> WORK REQUEST
On every line of the listing, check for "place"; copy the lines that have it.

> EXCERPTED DATA
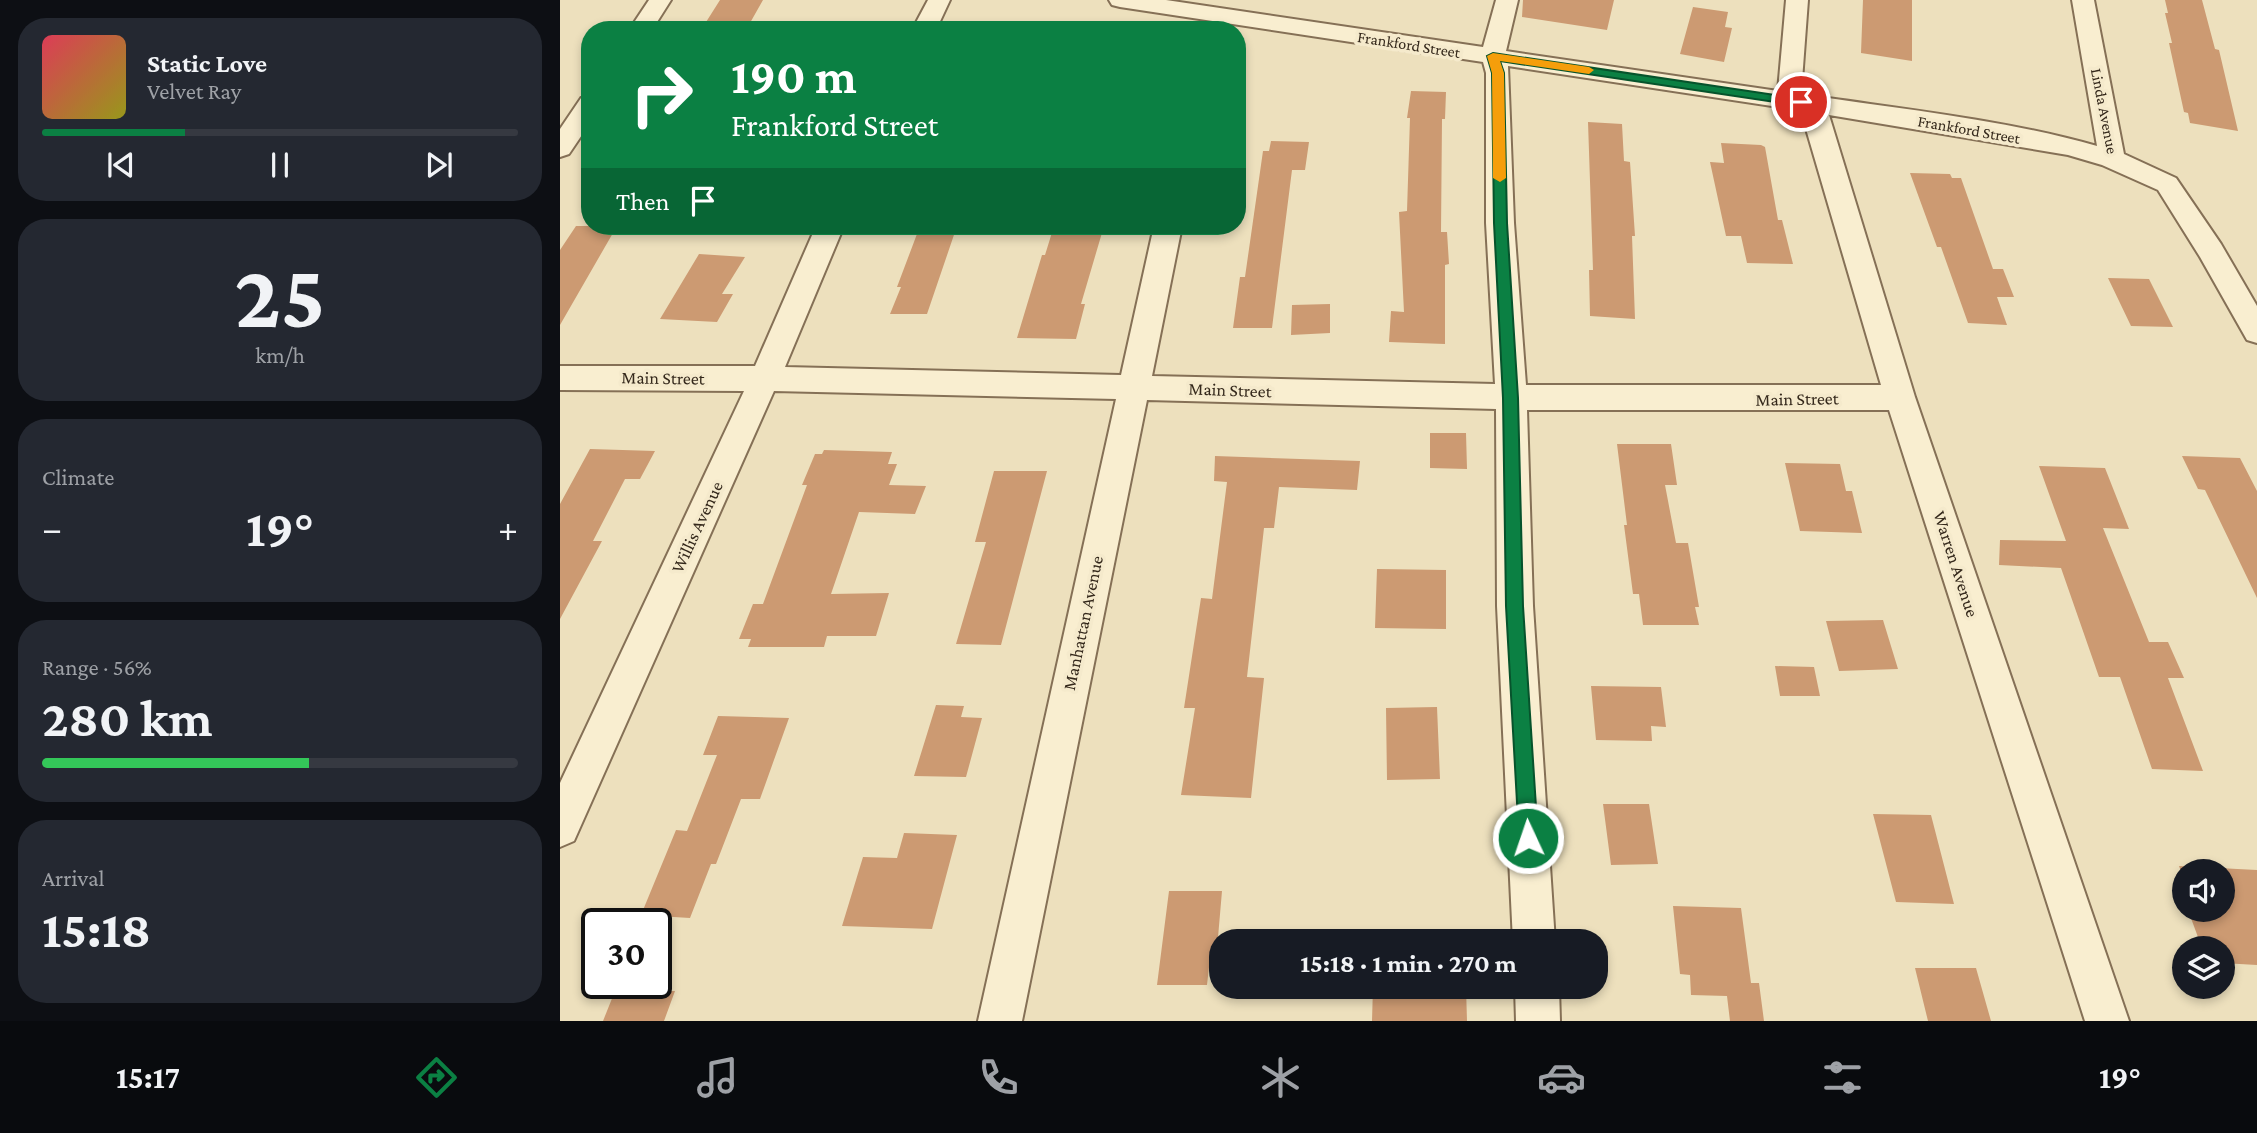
<!DOCTYPE html>
<meta charset="utf-8">
<style>
body{margin:0;font-family:"Crimson Pro",serif;background:#242831;color:#f1f3f6;height:100vh;display:flex;flex-direction:column;font-size:26px;white-space:nowrap}
*{box-sizing:border-box;margin:0}
p{font-size:23px;color:#9ea1a6}
.icon{flex:none;width:38px;height:38px;fill:none;stroke:currentColor;stroke-width:2;stroke-linecap:round;stroke-linejoin:round}
.map{position:relative;flex:1;overflow:hidden}
.side{display:flex;flex-direction:column;gap:18px;padding:18px;background:#0d0f14;width:560px}
.side>*{flex:none}
.banner{position:absolute;left:21px;top:21px;width:665px;height:214px;border-radius:28px;box-shadow:0 4px 10px #0003;background:#0b8043;color:#fff;overflow:hidden}
.buttons{position:absolute;left:1612px;top:859px;display:grid;gap:14px}
.buttons a{display:grid;place-items:center;width:63px;height:63px;border-radius:50%;background:#171b24;box-shadow:0 4px 10px #0003;font-size:35px}
.speed{position:absolute;left:21px;top:908px;display:flex;gap:14px;font-size:35px;font-weight:700;text-align:center}
.speed>*{display:grid;place-content:center;width:91px;height:91px;border-radius:50%;background:#171b24;box-shadow:0 4px 10px #0003;line-height:1}
.speed .limit{border:4px solid #111;border-radius:10px;background:#fff;color:#111}
.pin{position:absolute;display:grid;place-items:center;width:60px;height:60px;color:#fff;margin:-30px;border:4px solid #fff;border-radius:50%;box-shadow:0 2px 7px #0007}
.me{position:absolute;width:77px;margin:-38px;rotate:357deg;stroke-linejoin:round;filter:drop-shadow(0 0 5px #0008)}
.turn{display:flex;align-items:center;gap:24px;height:147px;padding:0 35px;font-size:32px}
.turn .icon{width:91px;height:91px;stroke-width:2.5}
.turn b{display:block;font-size:49px;line-height:60px}
.then{display:flex;align-items:center;height:66px;padding:0 35px;background:#0003;gap:14px;font-size:26px}
.big{font-size:52px;font-weight:700;line-height:1.1}
.side .tile{flex:1;display:flex;flex-direction:column;justify-content:center;gap:10px;min-width:0;padding:0 24px;border-radius:28px;background:#242831}
.side .dial{align-items:center;gap:0}
.dial b{font-size:91px;line-height:1}
.song{display:flex;align-items:center;gap:21px}
.cover{width:84px;height:84px;border-radius:10px;background:linear-gradient(135deg,hsl(350 70% 55%),hsl(60 70% 35%))}
.played{height:7px;border-radius:4px;background:linear-gradient(90deg,#0b8043 30%,#363941 30%)}
.keys{display:flex;justify-content:space-around;direction:ltr}
.heat{display:flex;justify-content:space-between;align-items:center;font-size:38px;direction:ltr}
.charge{height:10px;border-radius:5px;background:linear-gradient(90deg,#34c759 56%,#363941 0)}
.trip{position:absolute;left:649px;top:929px;width:399px;height:70px;border-radius:28px;background:#171b24;box-shadow:0 4px 10px #0003;font-weight:700;line-height:70px;text-align:center}
.tab-bar{display:flex;height:112px;justify-content:space-around;align-items:center;background:#090b0e;color:#9ea1a6}
.tab-bar .icon{width:49px;height:49px}
.tab-bar .selected{color:#0b8043}
.tab-bar b{font-size:32px;color:#f1f3f6}
main{display:flex;flex:1;min-height:0}
.map>svg:first-child{display:block}
.building{fill:#cc9a72}
.lines{fill:none;stroke-linecap:round;stroke-linejoin:round}
.minor-casing{stroke:#857056;stroke-width:4}
.minor{fill:#f9eed0;fill-rule:evenodd}
.route{fill:#0b8043;stroke:#07532c;stroke-width:2}
.slow{fill:#f59e0b}
.labels{text-anchor:middle;stroke-width:7;stroke-linejoin:round;paint-order:stroke}
.far-street-label{font-size:16px;fill:#34281b;stroke:#f5eacc}
.street-label{font-size:18px;fill:#34281b;stroke:#f5eacc}
</style>
<main>
<section class="side">
<div class="tile">
<div class="song"><i class="cover"></i><div><b>Static Love</b><p>Velvet Ray</p></div></div>
<div class="played"></div>
<div class="keys"><svg class="icon" aria-label="previous" viewBox="0 0 24 24"><path d="M18 5L8 12l10 7zM5 5v14"/></svg><svg class="icon" aria-label="pause" viewBox="0 0 24 24"><path d="M8 5v14M16 5v14"/></svg><svg class="icon" aria-label="next" viewBox="0 0 24 24"><path d="M6 5l10 7-10 7zM19 5v14"/></svg></div>
</div>
<div class="tile dial"><b>25</b><p>km/h</p></div>
<div class="tile"><p>Climate</p>
<div class="heat"><a>−</a><b class="big">19°</b><a>+</a></div>
</div>
<div class="tile"><p>Range · 56%</p><b class="big">280 km</b><div class="charge"></div></div>
<div class="tile"><p>Arrival</p><b class="big">15:18</b></div>
</section>
<div class="map">
<svg width="1697" height="1021" viewBox="0 0 1697 1021">
<rect width="100%" height="100%" fill="#ede0bd"/>
<path class="building" d="M160 0H203L186 30H141Z
M963 0H1054L1047 30 962 17Z
M1303 0H1352V61L1301 53Z
M1605 0H1642L1655 49 1659 50 1678 131 1630 123 1628 113 1624 112 1609 43H1612L1605 13H1608Z
M1133 7 1168 12 1165 27 1172 28 1164 62 1120 54Z
M851 91 886 92 885 119H882L881 232H887L889 264 885 265V344L829 342 831 311 844 312 839 212 847 211 850 118H847Z
M1028 122 1062 124 1064 161 1070 162 1075 236H1072L1075 319 1030 316 1029 270H1033Z
M711 141 749 142 745 170H732L712 328H673L680 277H685L703 151H709Z
M1161 143 1201 145 1205 147 1218 220H1222L1233 264 1187 263 1181 236H1166L1150 162 1164 163Z
M1350 173 1390 174 1392 178H1401L1433 269H1443L1454 297H1437L1447 325 1408 323 1381 247H1377Z
M16 226H57L0 325V250Z
M360 226H397L367 314H330L341 287H337Z
M494 226H544L521 304H525L516 339 457 338 482 255H485Z
M139 254 185 257 162 294H173L157 322 100 319Z
M1548 278 1589 279 1613 327 1571 326Z
M770 304V333L731 335 732 305Z
M870 433H906L907 469 870 468Z
M1057 444H1111L1117 485H1105L1116 543H1128L1139 607H1135L1139 625H1083L1079 594H1073L1064 525H1067Z
M30 449 95 451 80 479H65L33 541H42L0 619V504Z
M264 450 332 452 328 464H337L329 485 366 486 355 514 299 512 271 594 329 593 316 636H267L264 647H188L191 639H179L193 604H203L247 485H242L255 454H262Z
M655 456 800 461 797 490 719 487 714 528H704L687 677 704 678 691 798 621 795 635 708H624L641 598 652 599 667 482 654 481Z
M1622 456 1680 458 1697 491V598L1645 490 1638 489Z
M1225 463 1280 464 1286 491H1292L1302 533 1240 531Z
M1479 466 1545 468 1569 529 1543 528 1589 642H1608L1624 678H1608L1643 771 1592 769 1560 677H1539L1501 568 1439 565 1440 540 1506 541Z
M434 471H487L441 645 396 644 426 542H415Z
M817 569 886 570V629L815 628Z
M1323 620 1338 669 1279 671 1266 621Z
M1215 666 1254 667 1260 696H1220Z
M1031 686 1101 687 1106 727 1091 726 1092 741 1036 740Z
M376 705 404 706 401 717 422 718 406 777 354 776Z
M877 707 880 779 827 780 826 708Z
M158 716 229 718 200 799H181L156 864H151L130 918 81 915 116 830 127 831 157 755H143Z
M1043 804H1089L1098 864 1051 865Z
M1313 814 1371 815 1394 904 1336 902Z
M344 833 397 835 372 929 282 926 303 857 337 858Z
M1619 866 1697 870V965L1662 963V948H1642L1628 910H1662V872H1624V897L1616 874H1622Z
M609 891H662L657 949H651L647 985H597Z
M1113 906 1181 908 1191 983H1199L1204 1021H1170L1167 996 1131 995 1130 975 1120 974Z
M1355 968H1416L1431 1021H1368Z
M813 987H906L907 1021H812Z
M55 991H115L104 1021H43Z"/>
<g class="lines">
<g class="minor-casing">
<path id="minor" d="M89 0H111L92 30H69Z
M368 0H390L376 30H352Z
M549 0H606L923 47 936 0H958L946 51 1218 91 1226 0H1248L1241 94C1340 109 1442 119 1537 146L1512 0H1534L1564 154 1616 178 1661 244 1697 306V343L1687 340 1640 257 1598 190 1542 165 1508 155 1269 115 1355 397 1569 1021H1525L1329 410H967L973 606 995 942H953L937 606 936 409 587 400 462 1021H418L556 399 214 391 14 841 0 847V783L184 391 0 390V366H195L256 226H284L225 367 561 375 594 226H622L592 376 935 384 926 223V73L923 62 560 7 552 5ZM948 66 1244 111V122L1321 385H966L954 223Z
M30 96V123L9 154 0 157V129L21 98Z
M955 987H999L1000 1021H956Z"/>
</g>
<use href="#minor" class="minor"/>
</g>
<path class="route" d="M933 53 1241 99 1247 102 1241 106 940 61 944 73 947 223 958 398 963 606 978 838 975 845 968 848 961 845 959 838 946 606 943 398 934 223 932 73 927 56Z"/>
<path class="slow" d="M933 53 1029 67 1034 70 1029 74 940 61 944 73 946 178 940 182 933 178 932 73 927 56Z"/>
<g class="labels">
<g class="far-street-label">
<text transform="translate(849 44) rotate(9)" y="6">Frankford Street</text>
<text transform="translate(1545 111) rotate(79)" y="6">Linda Avenue</text>
<text transform="translate(1409 129) rotate(10)" y="6">Frankford Street</text>
</g>
<g class="street-label">
<text transform="translate(103 378) rotate(1)" y="6">Main Street</text>
<text transform="translate(670 390) rotate(2)" y="6">Main Street</text>
<text transform="translate(1237 399) rotate(-1)" y="6">Main Street</text>
<text transform="translate(137 527) rotate(-65)" y="6">Willis Avenue</text>
<text transform="translate(1396 564) rotate(72)" y="6">Warren Avenue</text>
<text transform="translate(523 623) rotate(-78)" y="6">Manhattan Avenue</text>
</g>
</g>
</svg>
<div class="buttons">
<a><svg class="icon" aria-label="sound" viewBox="0 0 24 24"><path d="M4 9h4l5-4v14l-5-4H4zM17 9q2 3 0 6"/></svg></a>
<a><svg class="icon" aria-label="layers" viewBox="0 0 24 24"><path d="M12 4l9 5-9 5-9-5zM3 14l9 5 9-5"/></svg></a>
</div>
<div class="speed"><div class="limit">30</div></div>
<div class="pin" style="left:1241px;top:102px;background:#d93025"><svg class="icon" aria-label="arrive" viewBox="0 0 24 24"><path d="M6 21V4h12l-3 4 3 4H6"/></svg></div>
<svg class="me" style="left:968px;top:838px" viewBox="-20 -20 40 40"><circle r="17" fill="#0b8043" stroke="#fff" stroke-width="3"/><path d="M0-11L8 9 0 5-8 9z" fill="#fff"/></svg>
<div class="trip">15:18 · 1 min · 270 m</div>
<div class="banner">
<div class="turn"><svg class="icon" aria-label="right" viewBox="0 0 24 24"><path d="M7 20v-9h11M14 6l5 5-5 5"/></svg><div><b>190 m</b>Frankford Street</div></div>
<div class="then">Then<svg class="icon" aria-label="arrive" viewBox="0 0 24 24"><path d="M6 21V4h12l-3 4 3 4H6"/></svg></div>
</div>
</div>
</main>
<nav class="tab-bar">
<b>15:17</b>
<svg class="icon selected" aria-label="directions" viewBox="0 0 24 24"><path d="M12 3l9 9-9 9-9-9zM9 14v-3h6M13 9l2 2-2 2"/></svg>
<svg class="icon" aria-label="music" viewBox="0 0 24 24"><path d="M9 18V5l10-2v13"/><circle cx="6" cy="18" r="3"/><circle cx="16" cy="16" r="3"/></svg>
<svg class="icon" aria-label="phone" viewBox="0 0 24 24"><path d="M5 4h4l2 5-3 2q2 4 5 5l2-3 5 2v4C11 20 4 13 5 4z"/></svg>
<svg class="icon" aria-label="climate" viewBox="0 0 24 24"><path d="M12 3v18M4 7l16 10M4 17L20 7"/></svg>
<svg class="icon" aria-label="car" viewBox="0 0 24 24"><path d="M5 17H2v-5l4-1 3-4h7l3 4 3 1v5h-3M9 17h6M6 11h13"/><circle cx="7" cy="17" r="2"/><circle cx="17" cy="17" r="2"/></svg>
<svg class="icon" aria-label="filters" viewBox="0 0 24 24"><path d="M4 7h16M4 17h16"/><circle cx="9" cy="7" r="2"/><circle cx="15" cy="17" r="2"/></svg>
<b>19°</b>
</nav>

> OUTPUT OF THE EXERCISE
.buttons a{display:grid;place-items:center;width:63px;height:63px;border-radius:50%;background:#171b24;box-shadow:0 4px 10px #0003;font-size:35px}
.speed>*{display:grid;place-content:center;width:91px;height:91px;border-radius:50%;background:#171b24;box-shadow:0 4px 10px #0003;line-height:1}
.pin{position:absolute;display:grid;place-items:center;width:60px;height:60px;color:#fff;margin:-30px;border:4px solid #fff;border-radius:50%;box-shadow:0 2px 7px #0007}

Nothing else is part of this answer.